=== Source information ===
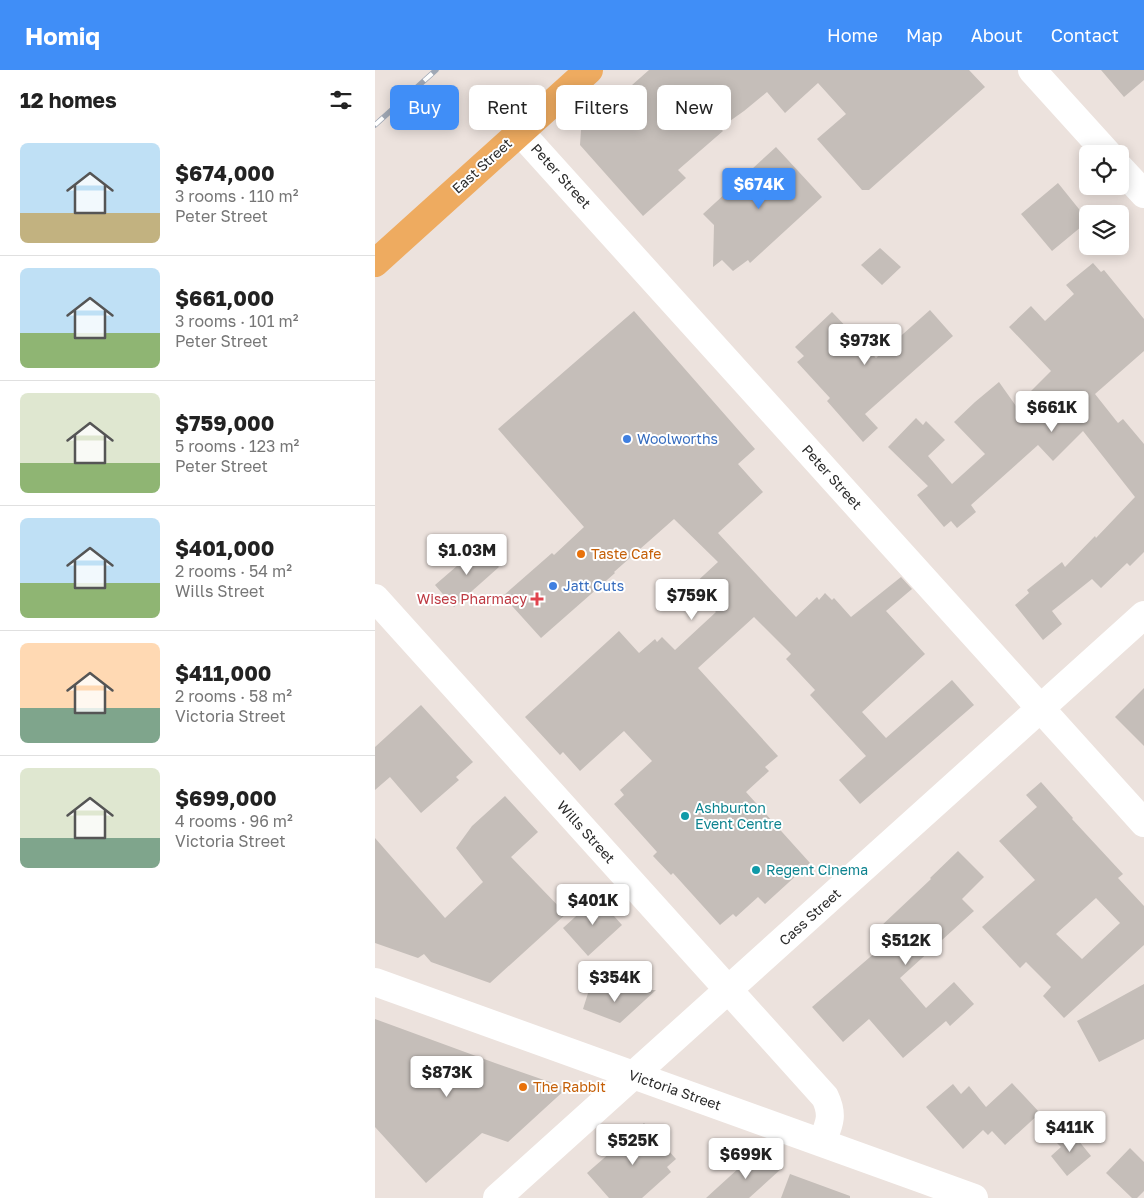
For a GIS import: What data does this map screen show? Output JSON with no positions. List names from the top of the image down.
{
  "streets": {
    "main road": ["East Street"],
    "street": [
      "Peter Street",
      "Wills Street",
      "Cass Street",
      "Victoria Street"
    ]
  },
  "crossings": [
    ["East Street", "Peter Street"],
    ["Peter Street", "Cass Street"],
    ["Wills Street", "Cass Street"],
    ["Wills Street", "Victoria Street"],
    ["Cass Street", "Victoria Street"]
  ],
  "places": {
    "other": [
      "Woolworths",
      "Taste Cafe",
      "Jatt Cuts",
      "Ashburton Event Centre",
      "Regent Cinema",
      "The Rabbit"
    ],
    "health": ["Wises Pharmacy"]
  },
  "page": {
    "header": "Homiq",
    "nav": [
      "Home",
      "Map",
      "About",
      "Contact"
    ],
    "heading": "12 homes",
    "chip": [
      "Buy",
      "Rent",
      "Filters",
      "New"
    ],
    "list": [
      {
        "name": "$674,000",
        "note": "3 rooms · 110 m² · Peter Street"
      },
      {
        "name": "$661,000",
        "note": "3 rooms · 101 m² · Peter Street"
      },
      {
        "name": "$759,000",
        "note": "5 rooms · 123 m² · Peter Street"
      },
      {
        "name": "$401,000",
        "note": "2 rooms · 54 m² · Wills Street"
      },
      {
        "name": "$411,000",
        "note": "2 rooms · 58 m² · Victoria Street"
      },
      {
        "name": "$699,000",
        "note": "4 rooms · 96 m² · Victoria Street"
      }
    ],
    "price": [
      "$674K",
      "$973K",
      "$661K",
      "$1.03M",
      "$759K",
      "$401K",
      "$512K",
      "$354K",
      "$873K",
      "$411K",
      "$525K",
      "$699K"
    ]
  }
}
===
The problem: Your task is to find every line above containing the word "note" and copy it.

Result of the task:
        "note": "3 rooms · 110 m² · Peter Street"
        "note": "3 rooms · 101 m² · Peter Street"
        "note": "5 rooms · 123 m² · Peter Street"
        "note": "2 rooms · 54 m² · Wills Street"
        "note": "2 rooms · 58 m² · Victoria Street"
        "note": "4 rooms · 96 m² · Victoria Street"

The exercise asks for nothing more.